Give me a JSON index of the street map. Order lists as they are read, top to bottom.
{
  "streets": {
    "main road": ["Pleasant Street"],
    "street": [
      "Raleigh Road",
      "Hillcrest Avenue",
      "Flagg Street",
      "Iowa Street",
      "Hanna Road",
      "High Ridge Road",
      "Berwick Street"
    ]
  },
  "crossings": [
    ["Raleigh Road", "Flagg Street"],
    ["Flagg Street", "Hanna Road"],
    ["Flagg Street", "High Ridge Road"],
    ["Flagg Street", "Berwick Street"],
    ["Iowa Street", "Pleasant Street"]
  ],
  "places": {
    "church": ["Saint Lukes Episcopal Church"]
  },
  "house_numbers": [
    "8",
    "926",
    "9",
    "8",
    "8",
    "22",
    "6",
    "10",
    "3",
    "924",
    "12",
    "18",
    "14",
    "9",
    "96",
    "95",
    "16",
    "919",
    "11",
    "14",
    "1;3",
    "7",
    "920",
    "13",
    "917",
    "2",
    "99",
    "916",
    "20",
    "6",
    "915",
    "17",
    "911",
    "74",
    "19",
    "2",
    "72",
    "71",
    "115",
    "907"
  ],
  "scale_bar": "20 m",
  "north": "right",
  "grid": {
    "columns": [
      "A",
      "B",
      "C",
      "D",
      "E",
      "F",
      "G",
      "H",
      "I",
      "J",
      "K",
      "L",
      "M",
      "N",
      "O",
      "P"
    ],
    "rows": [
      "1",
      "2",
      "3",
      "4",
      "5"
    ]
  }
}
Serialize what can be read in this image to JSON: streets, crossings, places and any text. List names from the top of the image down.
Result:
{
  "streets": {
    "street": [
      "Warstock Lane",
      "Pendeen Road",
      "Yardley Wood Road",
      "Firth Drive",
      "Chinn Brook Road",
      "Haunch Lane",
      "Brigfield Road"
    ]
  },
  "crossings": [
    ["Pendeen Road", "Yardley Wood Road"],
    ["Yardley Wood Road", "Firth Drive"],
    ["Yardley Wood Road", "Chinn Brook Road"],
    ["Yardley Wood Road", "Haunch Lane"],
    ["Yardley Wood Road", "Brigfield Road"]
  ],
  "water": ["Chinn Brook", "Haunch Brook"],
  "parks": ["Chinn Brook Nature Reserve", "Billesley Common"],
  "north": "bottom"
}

▶ _PROBLEM TO SOLVE_:
Reproduce the listing in full. Keep it exactly as written.

▶ _OUTPUT OF THE EXERCISE_:
Give me a JSON index of the street map. Order lists as they are read, top to bottom.
{
  "streets": {
    "main road": ["Pleasant Street"],
    "street": [
      "Raleigh Road",
      "Hillcrest Avenue",
      "Flagg Street",
      "Iowa Street",
      "Hanna Road",
      "High Ridge Road",
      "Berwick Street"
    ]
  },
  "crossings": [
    ["Raleigh Road", "Flagg Street"],
    ["Flagg Street", "Hanna Road"],
    ["Flagg Street", "High Ridge Road"],
    ["Flagg Street", "Berwick Street"],
    ["Iowa Street", "Pleasant Street"]
  ],
  "places": {
    "church": ["Saint Lukes Episcopal Church"]
  },
  "house_numbers": [
    "8",
    "926",
    "9",
    "8",
    "8",
    "22",
    "6",
    "10",
    "3",
    "924",
    "12",
    "18",
    "14",
    "9",
    "96",
    "95",
    "16",
    "919",
    "11",
    "14",
    "1;3",
    "7",
    "920",
    "13",
    "917",
    "2",
    "99",
    "916",
    "20",
    "6",
    "915",
    "17",
    "911",
    "74",
    "19",
    "2",
    "72",
    "71",
    "115",
    "907"
  ],
  "scale_bar": "20 m",
  "north": "right",
  "grid": {
    "columns": [
      "A",
      "B",
      "C",
      "D",
      "E",
      "F",
      "G",
      "H",
      "I",
      "J",
      "K",
      "L",
      "M",
      "N",
      "O",
      "P"
    ],
    "rows": [
      "1",
      "2",
      "3",
      "4",
      "5"
    ]
  }
}
Serialize what can be read in this image to JSON: streets, crossings, places and any text. List names from the top of the image down.
Result:
{
  "streets": {
    "street": [
      "Warstock Lane",
      "Pendeen Road",
      "Yardley Wood Road",
      "Firth Drive",
      "Chinn Brook Road",
      "Haunch Lane",
      "Brigfield Road"
    ]
  },
  "crossings": [
    ["Pendeen Road", "Yardley Wood Road"],
    ["Yardley Wood Road", "Firth Drive"],
    ["Yardley Wood Road", "Chinn Brook Road"],
    ["Yardley Wood Road", "Haunch Lane"],
    ["Yardley Wood Road", "Brigfield Road"]
  ],
  "water": ["Chinn Brook", "Haunch Brook"],
  "parks": ["Chinn Brook Nature Reserve", "Billesley Common"],
  "north": "bottom"
}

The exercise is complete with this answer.